• **DIRECTIONS**: Scan the data below for lines holding the word "Isidore", and copy each line found.

• **PROVIDED MATERIAL**:
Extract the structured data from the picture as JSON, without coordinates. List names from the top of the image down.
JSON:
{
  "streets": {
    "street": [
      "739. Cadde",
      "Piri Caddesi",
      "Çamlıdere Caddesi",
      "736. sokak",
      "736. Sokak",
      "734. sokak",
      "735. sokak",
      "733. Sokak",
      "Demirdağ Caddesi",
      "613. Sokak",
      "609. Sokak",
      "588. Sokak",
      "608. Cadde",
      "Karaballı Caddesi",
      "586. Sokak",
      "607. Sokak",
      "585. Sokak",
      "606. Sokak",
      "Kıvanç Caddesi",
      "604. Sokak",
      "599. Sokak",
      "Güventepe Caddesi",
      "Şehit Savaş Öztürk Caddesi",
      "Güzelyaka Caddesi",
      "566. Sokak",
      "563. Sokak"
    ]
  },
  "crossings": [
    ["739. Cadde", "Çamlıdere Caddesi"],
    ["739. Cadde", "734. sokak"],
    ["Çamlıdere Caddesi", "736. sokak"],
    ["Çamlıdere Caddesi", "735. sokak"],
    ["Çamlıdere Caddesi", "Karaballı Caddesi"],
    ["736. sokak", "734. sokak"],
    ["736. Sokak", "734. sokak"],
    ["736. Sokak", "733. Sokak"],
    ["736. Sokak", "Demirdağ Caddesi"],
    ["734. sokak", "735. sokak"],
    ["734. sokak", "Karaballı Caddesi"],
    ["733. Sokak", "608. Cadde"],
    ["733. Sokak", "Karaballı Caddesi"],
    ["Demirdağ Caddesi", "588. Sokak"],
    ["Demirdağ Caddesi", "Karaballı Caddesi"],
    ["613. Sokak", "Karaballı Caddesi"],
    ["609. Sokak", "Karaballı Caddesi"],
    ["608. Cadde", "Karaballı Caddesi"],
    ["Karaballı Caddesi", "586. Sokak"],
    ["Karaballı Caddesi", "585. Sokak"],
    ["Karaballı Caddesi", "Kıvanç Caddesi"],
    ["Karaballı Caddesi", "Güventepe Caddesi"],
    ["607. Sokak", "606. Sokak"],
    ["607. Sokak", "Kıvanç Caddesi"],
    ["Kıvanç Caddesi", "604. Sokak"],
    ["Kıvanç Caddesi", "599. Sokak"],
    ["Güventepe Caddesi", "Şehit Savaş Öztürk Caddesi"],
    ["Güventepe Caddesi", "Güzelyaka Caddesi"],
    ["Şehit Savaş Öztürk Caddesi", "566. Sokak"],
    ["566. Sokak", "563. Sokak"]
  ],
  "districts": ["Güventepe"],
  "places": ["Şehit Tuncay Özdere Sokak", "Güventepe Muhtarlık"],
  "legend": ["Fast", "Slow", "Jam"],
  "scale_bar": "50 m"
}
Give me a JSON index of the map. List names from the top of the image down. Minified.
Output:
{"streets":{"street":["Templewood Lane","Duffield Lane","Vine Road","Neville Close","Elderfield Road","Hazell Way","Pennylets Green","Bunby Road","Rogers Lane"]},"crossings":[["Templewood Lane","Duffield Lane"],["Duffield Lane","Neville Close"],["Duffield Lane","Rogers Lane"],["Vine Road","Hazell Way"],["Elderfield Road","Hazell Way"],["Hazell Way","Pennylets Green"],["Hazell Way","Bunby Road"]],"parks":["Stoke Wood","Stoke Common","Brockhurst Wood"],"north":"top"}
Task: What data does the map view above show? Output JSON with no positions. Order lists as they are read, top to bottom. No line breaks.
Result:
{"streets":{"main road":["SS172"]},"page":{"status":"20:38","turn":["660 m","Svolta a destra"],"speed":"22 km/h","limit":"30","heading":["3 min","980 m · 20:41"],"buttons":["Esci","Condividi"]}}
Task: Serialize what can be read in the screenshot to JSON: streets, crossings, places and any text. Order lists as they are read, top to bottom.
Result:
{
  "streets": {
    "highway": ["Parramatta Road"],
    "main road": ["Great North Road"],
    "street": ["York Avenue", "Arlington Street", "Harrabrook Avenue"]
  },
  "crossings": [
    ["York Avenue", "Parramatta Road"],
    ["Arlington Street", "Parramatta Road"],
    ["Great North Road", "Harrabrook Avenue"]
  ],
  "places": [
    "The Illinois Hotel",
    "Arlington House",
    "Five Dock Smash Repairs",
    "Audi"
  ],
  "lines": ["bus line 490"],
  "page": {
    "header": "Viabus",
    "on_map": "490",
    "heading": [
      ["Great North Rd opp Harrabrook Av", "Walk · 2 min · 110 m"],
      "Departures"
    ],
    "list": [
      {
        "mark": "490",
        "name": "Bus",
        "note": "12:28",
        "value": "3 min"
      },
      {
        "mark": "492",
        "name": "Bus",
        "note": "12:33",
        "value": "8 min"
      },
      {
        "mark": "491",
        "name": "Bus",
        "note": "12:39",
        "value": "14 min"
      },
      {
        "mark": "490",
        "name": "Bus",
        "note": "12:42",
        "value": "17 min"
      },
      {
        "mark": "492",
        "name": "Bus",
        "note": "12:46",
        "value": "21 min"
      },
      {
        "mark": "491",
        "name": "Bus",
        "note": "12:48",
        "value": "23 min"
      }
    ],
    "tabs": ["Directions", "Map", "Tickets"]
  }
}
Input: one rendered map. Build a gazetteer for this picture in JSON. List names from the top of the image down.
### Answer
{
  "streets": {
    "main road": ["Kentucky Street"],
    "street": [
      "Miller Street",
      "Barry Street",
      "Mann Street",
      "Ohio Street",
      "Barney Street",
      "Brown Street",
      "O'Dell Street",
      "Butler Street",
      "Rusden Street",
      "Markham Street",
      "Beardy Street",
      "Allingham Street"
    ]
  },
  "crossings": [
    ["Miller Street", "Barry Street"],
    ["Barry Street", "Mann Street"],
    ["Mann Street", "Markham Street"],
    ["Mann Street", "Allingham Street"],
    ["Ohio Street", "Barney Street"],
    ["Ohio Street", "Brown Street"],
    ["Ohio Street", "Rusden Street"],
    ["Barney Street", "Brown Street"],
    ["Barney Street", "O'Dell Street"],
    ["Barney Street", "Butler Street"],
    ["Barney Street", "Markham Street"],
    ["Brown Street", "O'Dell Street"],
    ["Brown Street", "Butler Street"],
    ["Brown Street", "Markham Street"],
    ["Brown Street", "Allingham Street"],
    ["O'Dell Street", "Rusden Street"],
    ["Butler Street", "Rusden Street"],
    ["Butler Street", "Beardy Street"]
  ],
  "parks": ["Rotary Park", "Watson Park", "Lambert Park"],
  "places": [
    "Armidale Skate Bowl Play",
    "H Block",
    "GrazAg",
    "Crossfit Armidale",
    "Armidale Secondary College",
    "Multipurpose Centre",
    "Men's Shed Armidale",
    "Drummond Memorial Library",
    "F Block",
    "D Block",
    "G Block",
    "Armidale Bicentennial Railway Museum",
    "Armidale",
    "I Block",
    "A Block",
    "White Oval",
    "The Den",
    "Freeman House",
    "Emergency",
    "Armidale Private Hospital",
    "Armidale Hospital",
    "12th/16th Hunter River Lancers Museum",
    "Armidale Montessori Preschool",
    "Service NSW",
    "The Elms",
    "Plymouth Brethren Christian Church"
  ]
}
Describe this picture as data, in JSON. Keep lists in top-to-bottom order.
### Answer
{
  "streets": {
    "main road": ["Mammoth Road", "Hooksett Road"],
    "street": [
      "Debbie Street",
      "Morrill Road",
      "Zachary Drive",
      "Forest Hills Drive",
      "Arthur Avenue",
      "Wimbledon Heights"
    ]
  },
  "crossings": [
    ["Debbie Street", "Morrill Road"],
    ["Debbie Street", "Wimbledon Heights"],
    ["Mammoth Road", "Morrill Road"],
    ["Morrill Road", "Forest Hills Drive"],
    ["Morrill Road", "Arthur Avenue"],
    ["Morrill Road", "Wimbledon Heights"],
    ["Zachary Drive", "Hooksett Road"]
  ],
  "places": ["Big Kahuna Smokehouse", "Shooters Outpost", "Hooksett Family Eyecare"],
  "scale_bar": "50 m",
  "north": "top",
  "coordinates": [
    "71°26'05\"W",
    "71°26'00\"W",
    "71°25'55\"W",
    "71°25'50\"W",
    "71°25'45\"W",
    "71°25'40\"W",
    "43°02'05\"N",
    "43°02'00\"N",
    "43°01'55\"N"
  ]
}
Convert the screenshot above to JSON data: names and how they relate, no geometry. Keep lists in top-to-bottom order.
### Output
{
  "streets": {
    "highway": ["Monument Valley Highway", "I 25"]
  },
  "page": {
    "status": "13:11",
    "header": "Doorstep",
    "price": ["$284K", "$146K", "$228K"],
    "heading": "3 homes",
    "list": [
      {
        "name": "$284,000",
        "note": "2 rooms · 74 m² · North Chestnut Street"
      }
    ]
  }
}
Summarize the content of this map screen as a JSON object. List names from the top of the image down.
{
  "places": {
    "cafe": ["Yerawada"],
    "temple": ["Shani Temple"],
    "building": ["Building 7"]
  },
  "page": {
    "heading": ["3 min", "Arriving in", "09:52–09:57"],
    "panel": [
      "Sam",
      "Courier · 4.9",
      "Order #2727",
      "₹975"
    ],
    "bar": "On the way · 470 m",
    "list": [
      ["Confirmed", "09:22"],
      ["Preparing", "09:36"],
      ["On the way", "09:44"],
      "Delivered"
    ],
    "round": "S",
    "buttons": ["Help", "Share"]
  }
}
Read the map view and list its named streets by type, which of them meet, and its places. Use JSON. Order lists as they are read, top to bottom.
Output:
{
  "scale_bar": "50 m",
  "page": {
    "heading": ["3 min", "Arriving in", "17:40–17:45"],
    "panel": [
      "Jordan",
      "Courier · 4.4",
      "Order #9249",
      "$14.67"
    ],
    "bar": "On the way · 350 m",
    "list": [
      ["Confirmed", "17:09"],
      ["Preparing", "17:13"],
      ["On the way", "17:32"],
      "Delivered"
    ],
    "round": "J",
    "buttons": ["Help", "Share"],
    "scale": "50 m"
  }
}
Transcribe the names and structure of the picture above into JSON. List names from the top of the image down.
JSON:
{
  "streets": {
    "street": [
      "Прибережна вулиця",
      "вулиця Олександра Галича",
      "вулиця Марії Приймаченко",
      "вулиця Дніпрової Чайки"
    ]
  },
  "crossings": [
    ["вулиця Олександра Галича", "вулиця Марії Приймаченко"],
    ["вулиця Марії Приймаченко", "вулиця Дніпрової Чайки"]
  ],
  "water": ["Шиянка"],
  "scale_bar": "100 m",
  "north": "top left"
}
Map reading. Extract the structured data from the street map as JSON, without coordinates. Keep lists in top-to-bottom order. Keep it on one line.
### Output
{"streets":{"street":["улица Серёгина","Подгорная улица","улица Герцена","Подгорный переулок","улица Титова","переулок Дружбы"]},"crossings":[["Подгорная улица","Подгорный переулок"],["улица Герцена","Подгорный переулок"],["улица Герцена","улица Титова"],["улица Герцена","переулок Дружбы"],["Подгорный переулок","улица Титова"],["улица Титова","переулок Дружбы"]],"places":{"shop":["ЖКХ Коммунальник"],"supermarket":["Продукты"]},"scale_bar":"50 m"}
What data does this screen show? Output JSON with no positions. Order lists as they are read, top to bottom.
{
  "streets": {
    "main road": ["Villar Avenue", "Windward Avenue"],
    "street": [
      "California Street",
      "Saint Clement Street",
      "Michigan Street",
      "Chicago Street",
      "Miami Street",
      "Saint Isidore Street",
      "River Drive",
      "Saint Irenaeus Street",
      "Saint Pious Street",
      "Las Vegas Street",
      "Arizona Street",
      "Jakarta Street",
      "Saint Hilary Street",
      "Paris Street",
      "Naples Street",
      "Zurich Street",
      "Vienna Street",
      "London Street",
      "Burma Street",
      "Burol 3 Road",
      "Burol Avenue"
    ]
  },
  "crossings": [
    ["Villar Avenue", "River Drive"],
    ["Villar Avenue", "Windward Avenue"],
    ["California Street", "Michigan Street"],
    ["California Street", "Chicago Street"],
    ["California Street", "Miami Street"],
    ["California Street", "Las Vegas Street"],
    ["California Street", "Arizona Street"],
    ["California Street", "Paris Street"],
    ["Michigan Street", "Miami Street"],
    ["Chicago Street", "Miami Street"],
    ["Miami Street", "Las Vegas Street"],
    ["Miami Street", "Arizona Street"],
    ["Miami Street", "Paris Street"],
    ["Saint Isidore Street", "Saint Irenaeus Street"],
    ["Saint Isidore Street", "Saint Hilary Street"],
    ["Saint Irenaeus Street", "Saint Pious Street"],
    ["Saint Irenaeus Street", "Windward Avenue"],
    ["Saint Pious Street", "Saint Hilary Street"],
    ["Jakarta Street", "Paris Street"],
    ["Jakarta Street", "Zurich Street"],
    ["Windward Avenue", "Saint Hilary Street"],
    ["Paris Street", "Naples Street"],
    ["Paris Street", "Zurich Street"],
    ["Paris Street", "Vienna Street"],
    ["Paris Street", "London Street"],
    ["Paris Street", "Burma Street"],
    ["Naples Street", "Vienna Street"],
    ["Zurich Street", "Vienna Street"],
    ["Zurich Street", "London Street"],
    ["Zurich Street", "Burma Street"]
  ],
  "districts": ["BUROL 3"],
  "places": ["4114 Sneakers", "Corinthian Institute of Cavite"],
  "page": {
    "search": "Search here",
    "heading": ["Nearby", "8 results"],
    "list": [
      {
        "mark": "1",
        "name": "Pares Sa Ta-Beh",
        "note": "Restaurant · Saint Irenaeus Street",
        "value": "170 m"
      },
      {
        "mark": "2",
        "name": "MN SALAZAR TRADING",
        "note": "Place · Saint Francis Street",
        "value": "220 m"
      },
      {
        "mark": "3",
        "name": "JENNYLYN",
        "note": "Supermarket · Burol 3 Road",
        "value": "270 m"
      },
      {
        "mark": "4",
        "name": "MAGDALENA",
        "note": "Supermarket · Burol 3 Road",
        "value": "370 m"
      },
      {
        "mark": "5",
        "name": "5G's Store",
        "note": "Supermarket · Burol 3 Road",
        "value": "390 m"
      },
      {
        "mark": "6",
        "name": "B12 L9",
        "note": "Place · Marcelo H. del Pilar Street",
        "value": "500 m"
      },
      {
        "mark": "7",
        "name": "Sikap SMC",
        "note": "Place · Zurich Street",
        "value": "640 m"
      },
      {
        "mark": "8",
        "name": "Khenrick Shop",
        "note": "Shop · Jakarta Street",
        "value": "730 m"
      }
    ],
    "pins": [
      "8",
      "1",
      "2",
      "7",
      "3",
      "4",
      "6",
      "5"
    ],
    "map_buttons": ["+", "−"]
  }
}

• **SOLUTION TO THIS EXERCISE**:
      "Saint Isidore Street",
    ["Saint Isidore Street", "Saint Irenaeus Street"],
    ["Saint Isidore Street", "Saint Hilary Street"],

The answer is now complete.